Deploying to the Cloud? Hang on to your Trousers!

My team and I have spent the past months investigating a deployment to the Cloud with vendors such as Amazon, Rackspace, GoGrid … to name a few who provide Infrastructure As A Service (IaaS).

A few conclusions have surfaced:

  • One needs to clear about one’s motivations to migrate to the Cloud- different motivations will lead to different outcomes, for a given product
  • It is almost impossible to predict the cost of a cloud-hosted system – without deploying a test system with the selected vendor. As a corollary, precise comparison shopping is almost impossible.
  • It is almost impossible to design, let alone deploy, your system architecture – without prior hands-on experimentation with your selected vendor. Also, the optimal architecture once deployed in the Cloud is likely to be radically different than one deployed on your own servers.
  • Some Cloud vendors are moving aggressively up the value chain by offering innovative software technologies on top of their infrastructure. They are thus becoming PaaS (Platform As A Service) vendors. For example, as we commented in a previous post “Is Amazon After Oracle and Microsoft?” Amazon is deploying an array of software technologies – combined with services – that are tailored specifically for the Cloud, and are technically very advanced

We expand each of these points in upcoming posts, starting with the first one today.
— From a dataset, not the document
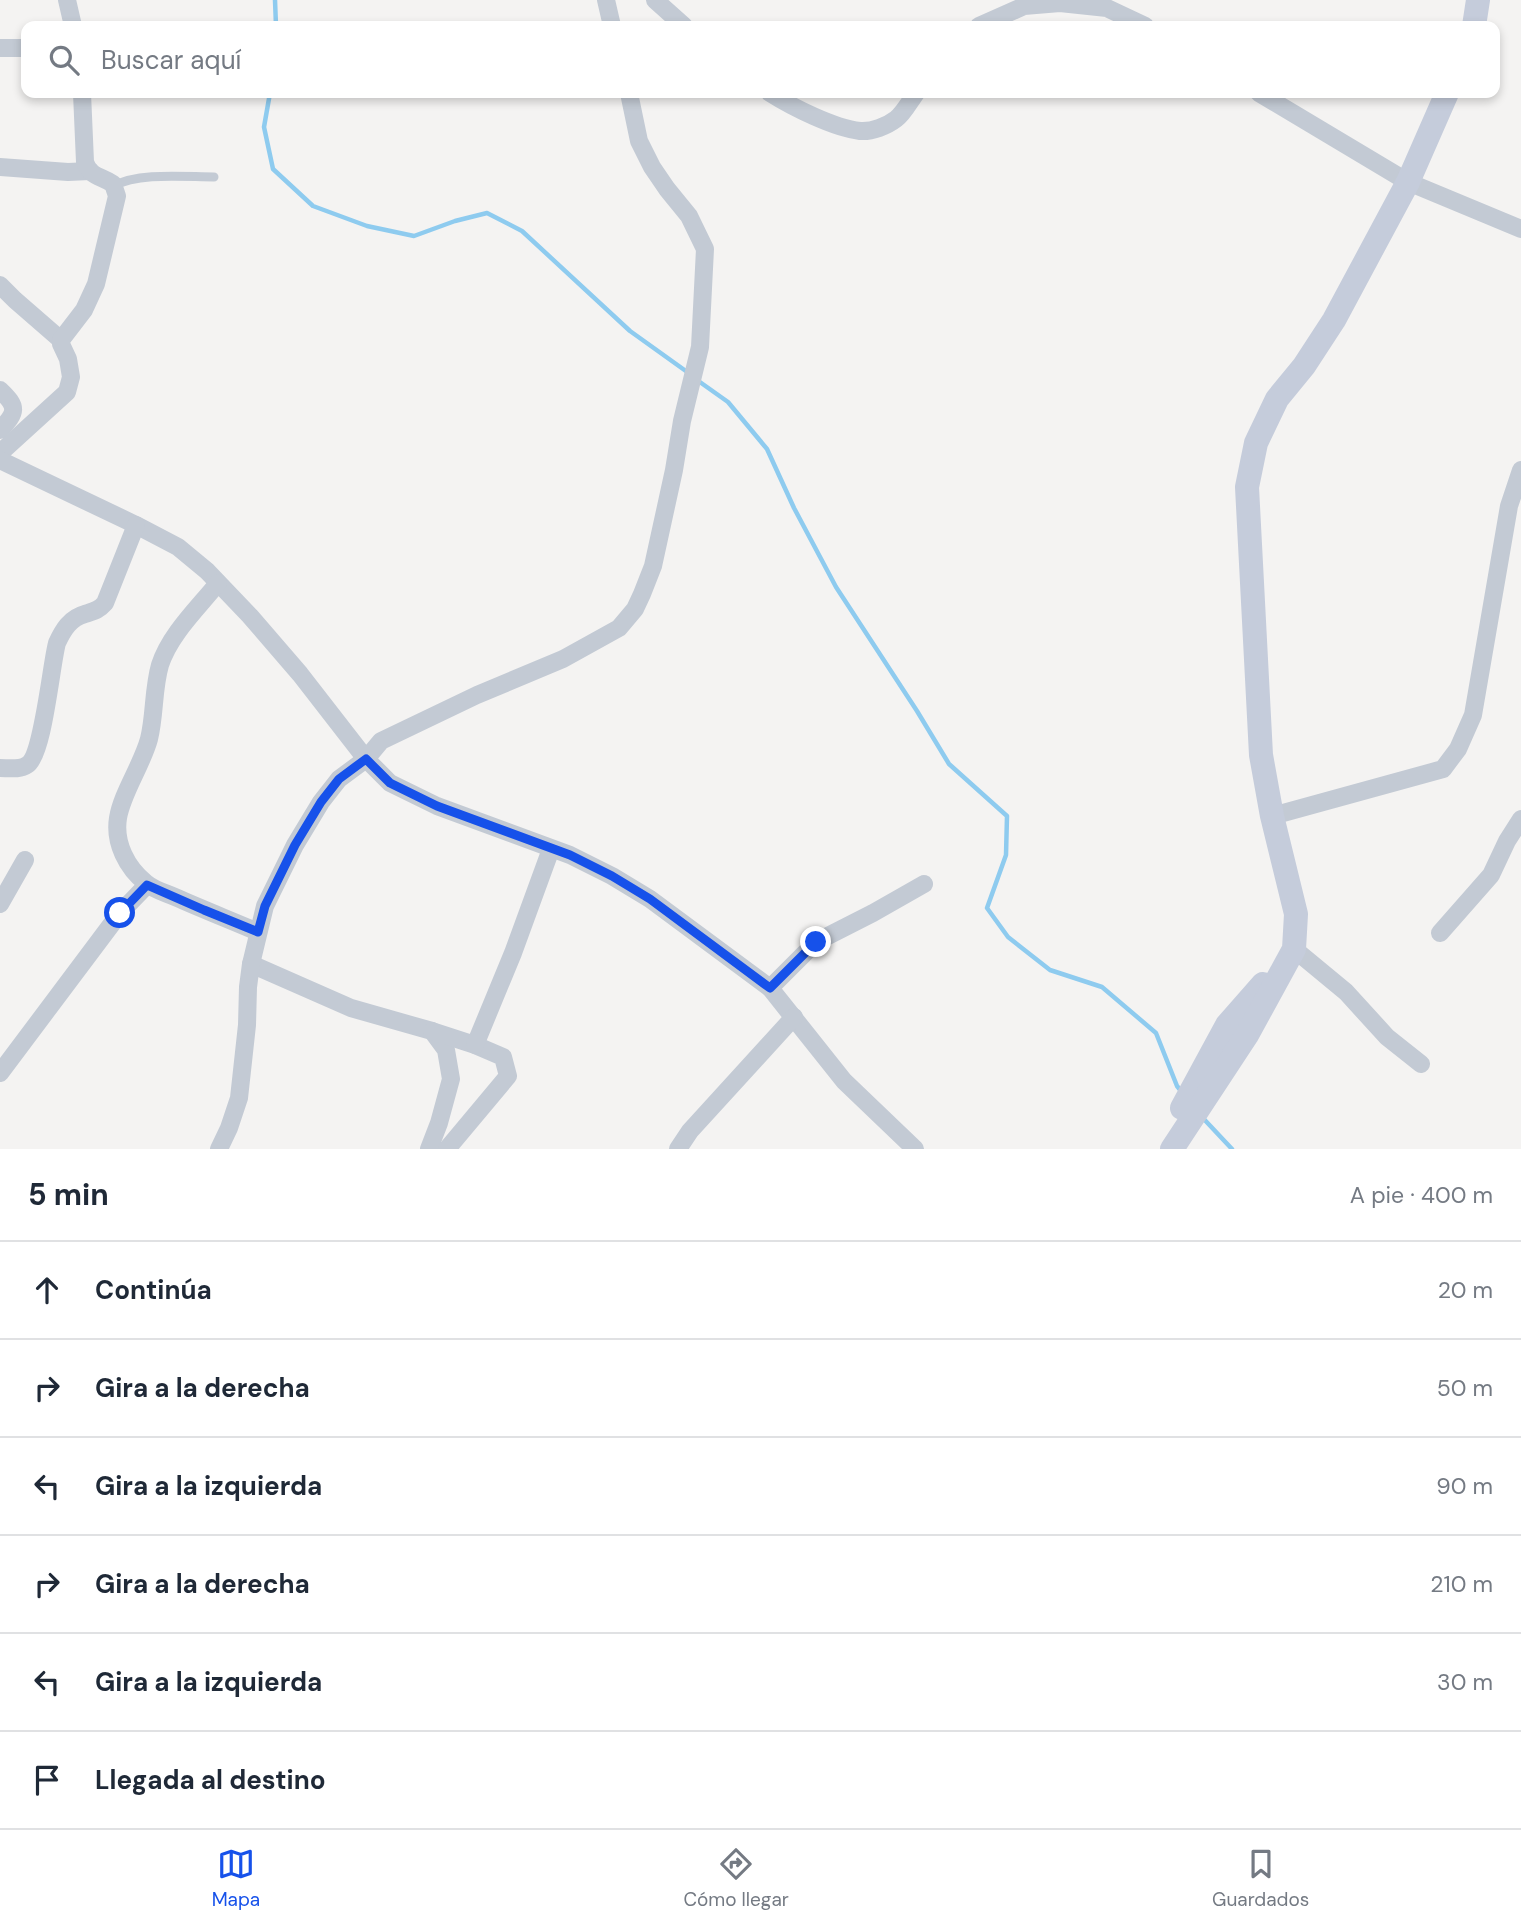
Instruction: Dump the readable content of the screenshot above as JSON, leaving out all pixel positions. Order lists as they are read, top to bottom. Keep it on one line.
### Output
{"page":{"search":"Buscar aquí","heading":["5 min","A pie · 400 m"],"list":[["Continúa","20 m"],["Gira a la derecha","50 m"],["Gira a la izquierda","90 m"],["Gira a la derecha","210 m"],["Gira a la izquierda","30 m"],"Llegada al destino"],"nav":["Mapa","Cómo llegar","Guardados"]}}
The main arguments advanced in favor of a cloud infrastructure are:

  • Offload the system management responsibilities to the Cloud services provider:
    This is more than an economic trade-off: managing systems for high-volume Internet applications is a complex task requiring a broad set of technical skills – where said skills are in permanent evolution. Acquiring all these skills typically requires multiple engineers with varied backgrounds: computer hardware, operating systems, storage, networking, scripting, security, etc. These system administrators have been in high-demand for the past couple of years, demand high compensation, and usually want to work for companies which offer challenging work … namely those with a very large number of systems. As a result, some companies are simply unable to hire the necessary system administration talent in-house, and are forced to move to the Cloud for this single reason.
  • Leverage best practices established by Cloud vendors.
    Cloud services providers have optimized every aspect of running a datacenter. For example, Facebook released the Open Compute project in 2011 for Server and Data Center Technology. RackSpace launched the OpenStack initiative in late 2010, to standardize and share software for Compute (systems management, Storage, Media, Security, as well as Identity and Dashboard. Even managing systems at a hosting provider requires constant tuning of system management tools –  whereas a Cloud service provider will take on this burden
  • Benefit from the economies of scale that the Cloud vendors have created for themselves
    Building data centers, finding cheap sources of power, buying and racking computers, creating high-bandwidth links to the Internet, etc. are all activities whose cost drops with volume. However, to me, the impact of price is much smaller than that of pure skills. The aforementioned tasks are becoming more and more complex, to the point where only the largest companies are capable of investing enough to keep up with the state-of-the-art.
    In particular, Cloud vendors offer high-availability and recoverability “for free” – namely: free from a technical perspective, but not from a financial one.
  • Ability to rapidly scale systems up or down according to load
    This is one of the main theoretical benefits of the cloud. However, it requires a few architectural components to be in place:
    (a) the software architecture has to be truly scalable and free of bottlenecks. For example, traditional N-tier architectures were advertised to be scalable because web servers could be added easily. Unfortunately, the database rapidly becomes the throttling component as the load rises. Scaling up traditional database sub-systems, while maintaining high-availability , is both difficult and expensive.
    (b) Tools and algorithms are required to detect variations in load, and to provision/decommission the appropriate servers. This requires a good understanding of how each component of the system contributes to the performance of the whole system. The complexity increases when the performance of components does not behave linearly with load.
    (c) Data repositories are slow and expensive to migrate. For example, doubling the size of a Cassandra (noSQL database) cluster is time consuming, uses a lot of bandwidth (for which the vendor may charge) and creates load on the nodes in the cluster.
  • Ability to create/delete complete system instances (most useful to development and testing)
    The Cloud definitely meets this promise for the front-end and business logic layers, but if an instance requires a large amount of data to be populated, you must either pay the time & cost at each deployment or keep the data tier up at all times.  This being said, deploying complete instances in the Cloud is still a lot cheaper and faster than doing it in one’s data center, assuming it can be done at all.
  • The Cloud is cheaper:
    This is a simple proposition, with a complex answer. As we’ll examine in the next blog: figuring out pricing in the cloud is a lot more complex than adding the cost of servers.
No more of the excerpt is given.